This week Chad Helmcamp, a mortgage banker from Envoy Mortgage, came by and presented to our agents about mortgage lending. Over breakfast, he spent some time talking about the biggest changes to the mortgage industry including the recent change to the PMI requirements for FHA loans. He also touched on the intricacies of the various loan programs to include conventional/conforming loans, adjustable rate mortgages (ARMs), FHA loans, and VA loans for those that want to borrow.
Many people don’t know about the different types of loan programs available. Here are some very basic characteristics of the major loan programs:
Conventional/ conforming loans have a 10, 15, 20, 25, and 30 year fixed rate terms. The minimum down payment requirement is 5%. Conventional adjustable rate mortgages (ARMs) have 1, 3, 5, 7, and 10 year terms and minimum down payment requirement is 10%. ARMs usually offer lower initial interest rates than fixed rate mortgages where the interest rate of the loan remains the same for the entire term of the loan.
FHA loans have 15, 20, and 30 year fixed rate terms and a minimum down payment requirement is 3.5%. With FHA loans gifts are acceptable for a down payment and non-occupant co-borrowers acceptable, so if mom and dad are going to help you out, this can be a good option for you.
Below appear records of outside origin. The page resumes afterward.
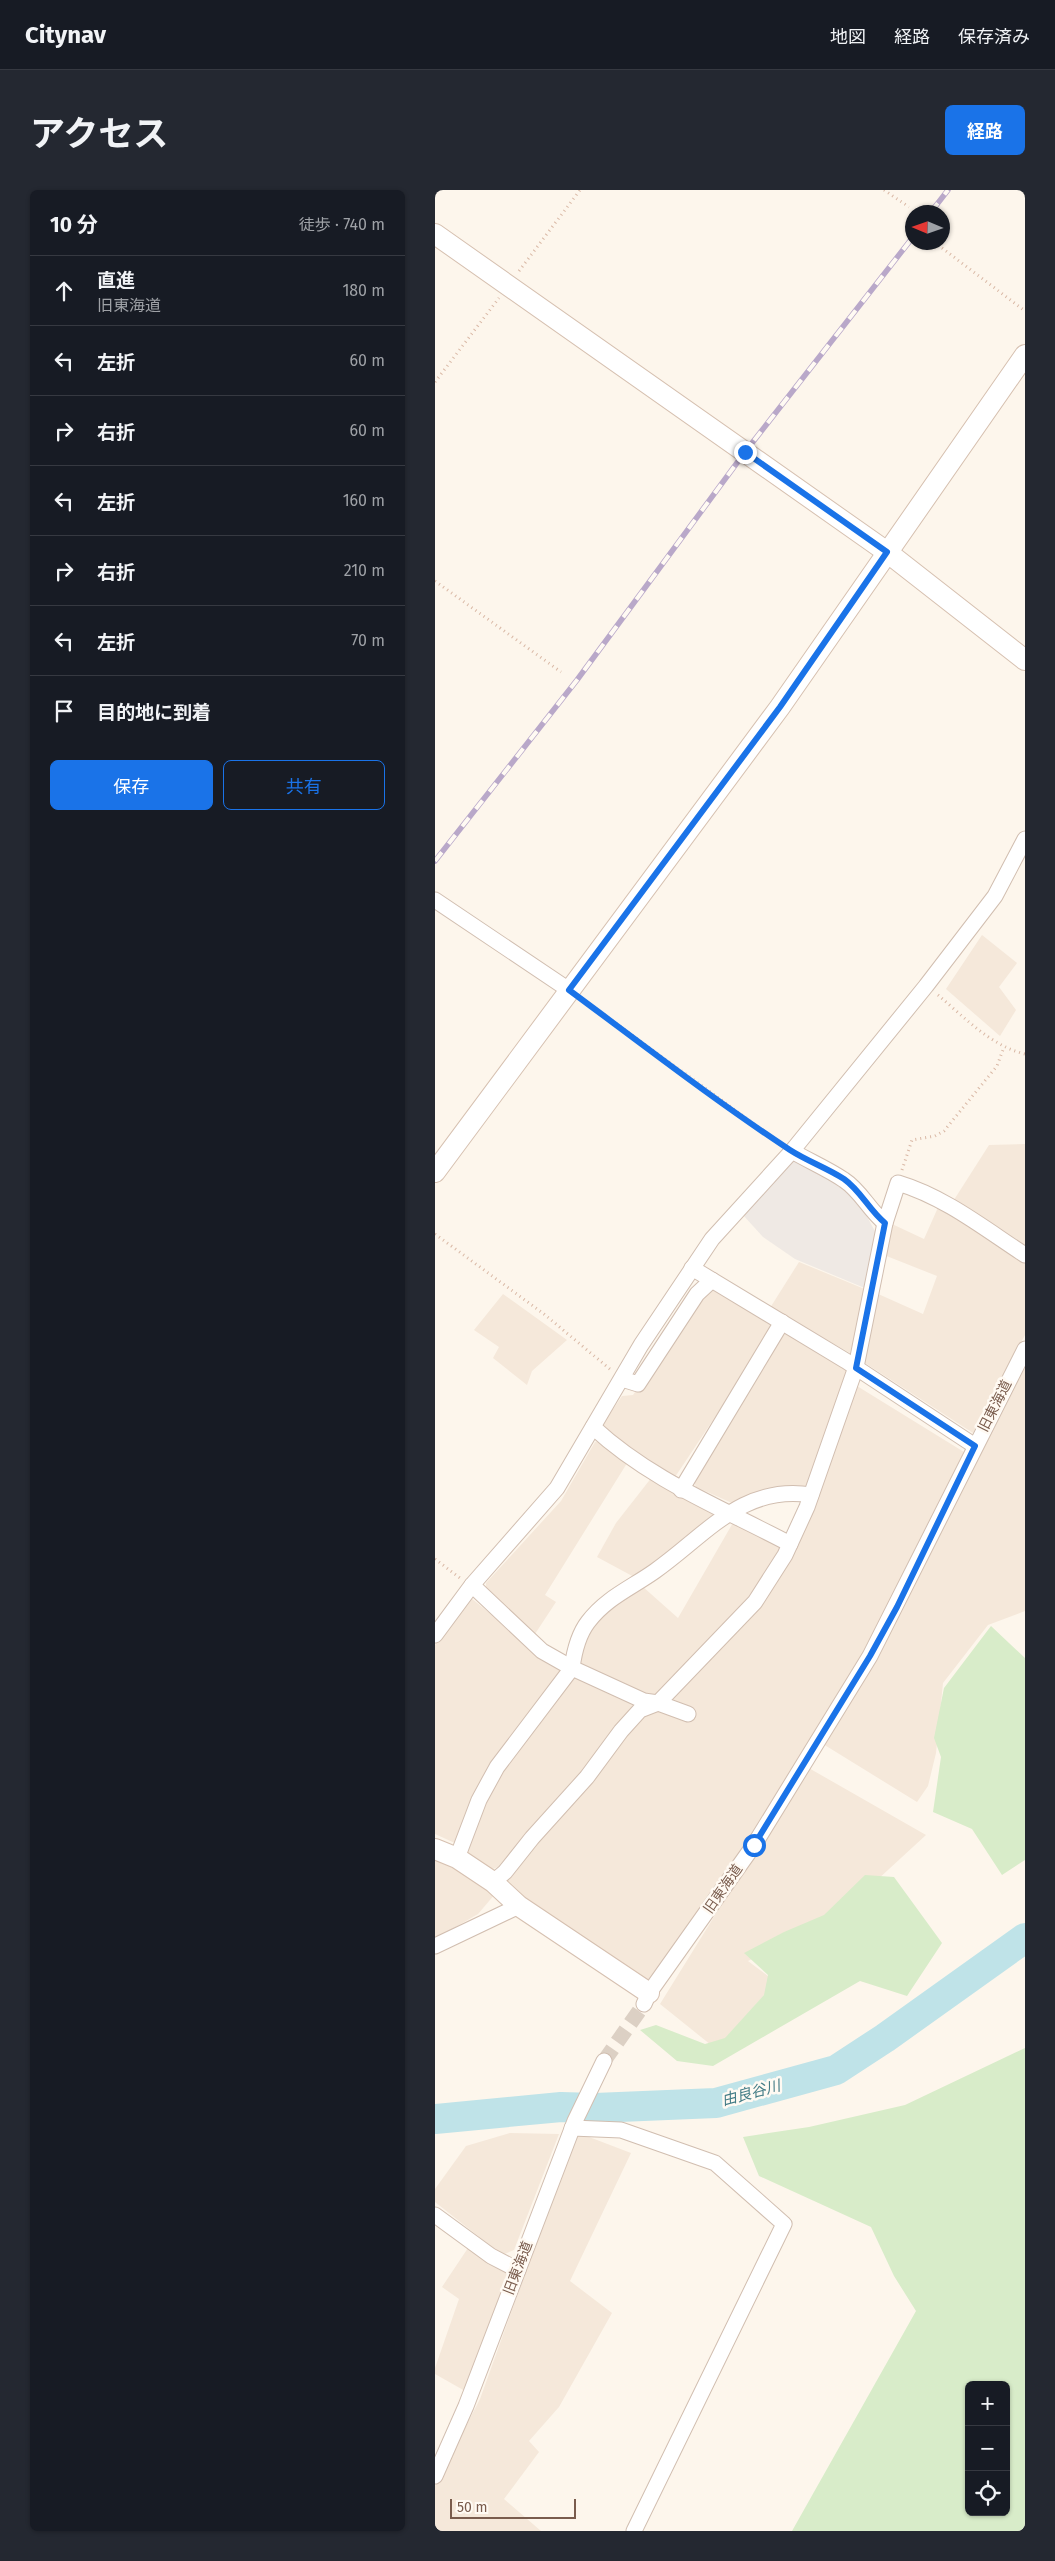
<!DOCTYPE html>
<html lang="ja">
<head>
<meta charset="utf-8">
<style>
	:root { --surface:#171b24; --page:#242831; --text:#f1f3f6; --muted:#9ea1a6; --line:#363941; --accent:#1a73e8 }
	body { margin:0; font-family:"Fira Sans","Noto Sans JP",sans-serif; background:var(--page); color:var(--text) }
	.controls { position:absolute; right:15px; bottom:15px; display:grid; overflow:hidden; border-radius:8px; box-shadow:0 1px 4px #0004 }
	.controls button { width:45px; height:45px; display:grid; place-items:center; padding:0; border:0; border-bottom:1px solid var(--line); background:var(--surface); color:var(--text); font:25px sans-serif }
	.compass { position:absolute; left:470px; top:15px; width:45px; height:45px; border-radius:50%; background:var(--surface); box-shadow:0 1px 4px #0004; rotate:272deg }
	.scale { position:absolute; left:15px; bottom:12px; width:126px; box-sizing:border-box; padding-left:5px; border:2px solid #7a5c4d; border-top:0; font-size:14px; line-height:18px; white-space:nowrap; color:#7a5c4d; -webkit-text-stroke:4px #fffaf3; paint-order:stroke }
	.stop { position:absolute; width:15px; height:15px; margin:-11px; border:4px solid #1a73e8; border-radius:50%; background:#fff }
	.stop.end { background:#1a73e8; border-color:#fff; box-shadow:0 1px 5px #0008 }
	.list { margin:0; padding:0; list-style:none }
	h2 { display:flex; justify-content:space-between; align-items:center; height:65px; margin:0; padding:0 20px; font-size:21px }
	h2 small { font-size:16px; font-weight:400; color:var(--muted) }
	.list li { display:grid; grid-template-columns:32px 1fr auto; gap:15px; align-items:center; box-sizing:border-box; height:70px; padding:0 20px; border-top:1px solid var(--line) }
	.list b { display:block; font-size:19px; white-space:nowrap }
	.list p { margin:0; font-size:16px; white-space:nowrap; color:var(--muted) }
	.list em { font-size:16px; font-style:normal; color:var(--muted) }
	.actions { display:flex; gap:10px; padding:15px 20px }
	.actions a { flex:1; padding:11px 0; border:1px solid var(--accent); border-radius:8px; text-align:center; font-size:18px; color:var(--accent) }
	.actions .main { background:var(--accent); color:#fff }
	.icon { flex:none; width:28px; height:28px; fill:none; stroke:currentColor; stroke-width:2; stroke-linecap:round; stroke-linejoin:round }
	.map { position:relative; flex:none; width:590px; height:2341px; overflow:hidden; border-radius:8px }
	header { display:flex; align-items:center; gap:30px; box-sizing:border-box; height:70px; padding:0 25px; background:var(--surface); border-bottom:1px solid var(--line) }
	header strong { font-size:24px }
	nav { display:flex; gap:28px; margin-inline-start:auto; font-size:18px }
	.intro { display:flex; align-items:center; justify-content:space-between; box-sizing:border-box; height:120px; padding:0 30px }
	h1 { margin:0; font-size:35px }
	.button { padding:12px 22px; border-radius:8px; background:var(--accent); color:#fff; font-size:18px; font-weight:700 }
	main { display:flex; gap:30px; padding:0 30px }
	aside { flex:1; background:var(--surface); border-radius:8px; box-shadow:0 1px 4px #0004 }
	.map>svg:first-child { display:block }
	.residential { fill:#f5e8da }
	.industrial { fill:#efe9e4 }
	.green { fill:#d8ecc9; fill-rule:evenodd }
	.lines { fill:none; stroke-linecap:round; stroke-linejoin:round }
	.river { stroke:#bfe3e8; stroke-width:30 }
	.street-tunnel { stroke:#dcd0c4; stroke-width:15; stroke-dasharray:15 8; stroke-linecap:butt }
	.street-casing { stroke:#d1beb0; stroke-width:17 }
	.secondary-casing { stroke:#d6c0b0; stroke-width:22 }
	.path { stroke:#d9b8a5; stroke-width:3; stroke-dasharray:1 4; stroke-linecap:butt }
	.street { stroke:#fff; stroke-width:15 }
	.secondary { stroke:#fff; stroke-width:20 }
	.rail-casing { stroke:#b9a8c9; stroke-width:5.5 }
	.rail { stroke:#fffaf3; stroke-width:4; stroke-dasharray:11; stroke-linecap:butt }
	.route { stroke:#1a73e8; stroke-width:6 }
	.labels { text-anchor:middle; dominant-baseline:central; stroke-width:5; stroke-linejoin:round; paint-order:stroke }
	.street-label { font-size:14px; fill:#7a5c4d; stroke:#fffaf3 }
	.water-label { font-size:15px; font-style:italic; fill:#437c86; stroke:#fffaf3 }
</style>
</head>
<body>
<header>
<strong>Citynav</strong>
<nav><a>地図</a><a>経路</a><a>保存済み</a></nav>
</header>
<div class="intro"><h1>アクセス</h1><a class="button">経路</a></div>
<main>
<aside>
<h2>10 分<small>徒歩 · 740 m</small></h2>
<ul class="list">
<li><svg class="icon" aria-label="ahead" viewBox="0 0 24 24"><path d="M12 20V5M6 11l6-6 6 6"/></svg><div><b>直進</b><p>旧東海道</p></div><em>180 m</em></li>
<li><svg class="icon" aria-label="left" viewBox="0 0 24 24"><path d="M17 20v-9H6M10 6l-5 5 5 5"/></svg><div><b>左折</b></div><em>60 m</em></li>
<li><svg class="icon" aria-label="right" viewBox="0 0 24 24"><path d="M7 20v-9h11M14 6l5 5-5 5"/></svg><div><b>右折</b></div><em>60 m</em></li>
<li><svg class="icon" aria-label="left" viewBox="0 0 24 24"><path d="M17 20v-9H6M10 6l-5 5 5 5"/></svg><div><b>左折</b></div><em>160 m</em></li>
<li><svg class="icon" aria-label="right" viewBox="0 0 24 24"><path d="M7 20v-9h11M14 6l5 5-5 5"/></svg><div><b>右折</b></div><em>210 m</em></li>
<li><svg class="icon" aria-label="left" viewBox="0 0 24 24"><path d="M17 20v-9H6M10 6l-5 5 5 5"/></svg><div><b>左折</b></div><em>70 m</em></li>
<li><svg class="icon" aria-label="arrive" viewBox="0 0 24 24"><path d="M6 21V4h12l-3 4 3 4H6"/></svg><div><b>目的地に到着</b></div></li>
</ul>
<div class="actions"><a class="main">保存</a><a>共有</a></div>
</aside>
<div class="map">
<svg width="590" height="2341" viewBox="0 0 590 2341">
	<rect width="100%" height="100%" fill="#fdf6ec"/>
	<g class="residential">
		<polygon points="547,745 582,773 564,797 581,820 565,846 511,799"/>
		<polygon points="590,954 590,1060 517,1013 554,955"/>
		<polygon points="505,1013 590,1069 590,1145 538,1243 430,1173 428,1166 441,1103 488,1124 502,1086 449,1065 457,1034 489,1049"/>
		<polygon points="364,1072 432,1100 415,1163 335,1118"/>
		<polygon points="281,1098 335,1134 338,1140 240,1287 215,1277 173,1244 168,1234 187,1206 198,1205 272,1100"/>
		<polygon points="68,1104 132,1150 97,1181 92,1195 58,1168 64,1157 39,1140"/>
		<polygon points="356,1141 412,1177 414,1184 373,1296 329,1299 297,1313 261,1297 257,1287 346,1146"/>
		<polygon points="586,1177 590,1179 590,1421 553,1435 508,1493 501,1563 493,1596 482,1612 388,1554"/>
		<polygon points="422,1196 529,1262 454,1416 419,1481 296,1679 216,1792 104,1724 70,1690 205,1526 236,1508 331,1410 365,1345"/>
		<polygon points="167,1250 194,1270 110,1405 121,1412 98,1447 51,1405 51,1393 126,1311 160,1252"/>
		<polygon points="217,1287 281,1323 201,1388 162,1367 181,1333"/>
		<polygon points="299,1331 346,1356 319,1401 277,1450 220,1509 141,1474 145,1457 161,1432 179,1414 207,1396 243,1428"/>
		<polygon points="36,1408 95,1456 127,1477 126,1486 22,1654 0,1644 0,1455"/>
		<polygon points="145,1486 202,1515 70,1674 53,1681 29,1664 58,1592 136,1488"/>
		<polygon points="372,1577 491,1645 404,1725 313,1771 341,1792 281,1859 225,1814"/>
		<polygon points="0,1665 60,1704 43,1724 0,1749"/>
		<polygon points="141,1942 196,1963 135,2091 177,2123 124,2217 94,2251 104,2262 69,2309 106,2341 0,2341 0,2296 45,2209"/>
		<polygon points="75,1943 124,1944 79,2060 67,2065 0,2012 0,1999 31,1956"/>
		<polygon points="35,2055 73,2084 30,2201 0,2184 0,2178 24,2109 7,2097"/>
	</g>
	<polygon class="industrial" points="359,968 412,996 423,1010 442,1045 432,1099 360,1069 328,1047 308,1025"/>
	<g class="green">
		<polygon points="556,1436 590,1468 590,1670 567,1685 537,1639 498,1622 506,1567 499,1548 509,1498"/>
		<polygon points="430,1685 459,1687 507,1753 472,1806 425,1791 278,1876 242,1871 205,1840 221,1835 270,1854 290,1848 329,1805 333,1785 309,1763 349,1742 389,1725"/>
		<path d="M590,1858V2341H357L481,2121L459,2086L436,2037L324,1986L308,1947L374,1937L470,1915ZM534,2195H571V2322H534Z"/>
	</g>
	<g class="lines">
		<polyline class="river" points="0,1929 126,1917 160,1918 281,1913 401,1880 450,1848 590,1748"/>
		<polyline class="street-tunnel" points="169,1871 209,1814"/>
		<defs>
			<g id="street">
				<polyline points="0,710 134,800"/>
				<path d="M357,961C374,971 393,979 409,990C426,1001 434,1020 450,1033L463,993C510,1007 550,1039 590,1065"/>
				<polyline points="257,1078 411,1171 540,1256"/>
				<polyline points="187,1189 203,1194 262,1104 277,1090"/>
				<path d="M158,1237C215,1290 287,1318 355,1354"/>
				<polyline points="246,1300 347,1132"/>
				<polyline points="0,1445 37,1395 122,1298 206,1155 277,1049 357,961 491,796 560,706 590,649"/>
				<path d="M253,1524L223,1513L209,1511L137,1478C139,1463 143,1445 153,1432C171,1408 196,1398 220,1381C270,1346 307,1294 376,1305"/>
				<polyline points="22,1668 44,1610 62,1577 137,1478 107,1461 37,1395"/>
				<polyline points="58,1692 70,1682 97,1648 152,1587 186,1541 205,1520 223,1513 320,1412 350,1365 372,1317 421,1177 450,1033"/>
				<polyline points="0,1756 84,1716"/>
				<polyline points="209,1814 214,1803 319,1655 435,1466 590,1159"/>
				<polyline points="137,1938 186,1940 280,1973 349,2034 199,2341"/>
				<polyline points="0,2025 56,2066 83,2080"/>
				<polyline points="0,2286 31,2216 140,1931 169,1871"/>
			</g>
			<g id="secondary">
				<polyline points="0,44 452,362 590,470"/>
				<polyline points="0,982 345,517 590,165"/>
				<polyline points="0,1659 22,1668 58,1692 84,1716 214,1803"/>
			</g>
		</defs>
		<use href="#street" class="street-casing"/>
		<use href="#secondary" class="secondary-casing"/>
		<g class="path">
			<polyline points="449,0 474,17"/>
			<polyline points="507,58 590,121"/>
			<polyline points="84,81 145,0"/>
			<polyline points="0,192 64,108"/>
			<polyline points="0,391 126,482"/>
			<path d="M503,805C529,827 556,856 590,864"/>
			<polyline points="149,810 344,952"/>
			<polyline points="467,980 477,950 500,946 509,941 562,876 569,857"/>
			<polyline points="0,1044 109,1124 176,1180"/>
			<polyline points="0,1369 25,1388"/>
		</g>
		<use href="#street" class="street"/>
		<use href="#secondary" class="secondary"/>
		<defs>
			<g id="rail">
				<polyline points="496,22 513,0"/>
				<polyline points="0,671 142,490 310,262 478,47"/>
			</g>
		</defs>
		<use href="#rail" class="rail-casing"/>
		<use href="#rail" class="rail"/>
	</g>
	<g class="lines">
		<path class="route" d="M310,262L452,362L345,517L134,800C207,854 279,910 355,960C372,971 392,978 409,989C426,1001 434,1020 450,1033L421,1178L540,1256L462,1417L435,1466L319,1655"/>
	</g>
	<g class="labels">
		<g class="street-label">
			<text transform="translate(560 1216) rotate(-63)">旧東海道</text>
			<text transform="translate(288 1699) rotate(-55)">旧東海道</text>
			<text transform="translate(83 2078) rotate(-69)">旧東海道</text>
		</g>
		<g class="water-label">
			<text transform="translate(316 1903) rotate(-15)">由良谷川</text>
		</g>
	</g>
</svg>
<div class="controls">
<button>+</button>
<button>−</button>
<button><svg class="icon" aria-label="locate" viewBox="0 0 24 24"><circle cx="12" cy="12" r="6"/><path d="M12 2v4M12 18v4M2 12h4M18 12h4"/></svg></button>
</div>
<svg class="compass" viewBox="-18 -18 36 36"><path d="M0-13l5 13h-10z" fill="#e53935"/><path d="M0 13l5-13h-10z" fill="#9ea1a6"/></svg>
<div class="scale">50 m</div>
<div class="stop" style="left:319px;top:1655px"></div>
<div class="stop end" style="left:310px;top:262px"></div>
</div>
</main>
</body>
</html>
A payday loan (also called a payday advance, salary loan, payroll loan, small dollar loan, short term, or cash advance loan) is a small, short-term unsecured loan, “regardless of whether repayment of loans is linked to a borrower’s payday.” The loans are also sometimes referred to as “cash advances,” though that term can also refer to cash provided against a prearranged line of credit such as a credit card. Payday advance loans rely on the consumer having previous payroll and employment records. Legislation regarding payday loans varies widely between different countries, and in federal systems, between different states or provinces.
VA loan programs have 15, 20, an 30 year fixed rate terms with no down payment required in most cases. The VA loan program does have a funding fee depending on your disability rating. VA mortgages do not require monthly mortgage insurance unlike the FHA loan program. Most military veterans qualify for the VA loan program so if you’ve ever dawned the uniform make sure you ask your loan officer if a VA loan is a good option for you.
Chad also talked a little about the difference between a pre-approval and pre-qualification for a loan. Pre-approval requires more analysis of a home-buyer’s financials and credit standing and is a commitment (with terms) from the lender to make loan to the home-buyer for a specified loan amount. Pre-qualification is given from a lender as an estimate after reviewing a home-buyer’s unverified financials and credit standing. Sellers are much more interested in seeing a pre-approval letter with an offer than just a pre-qualification.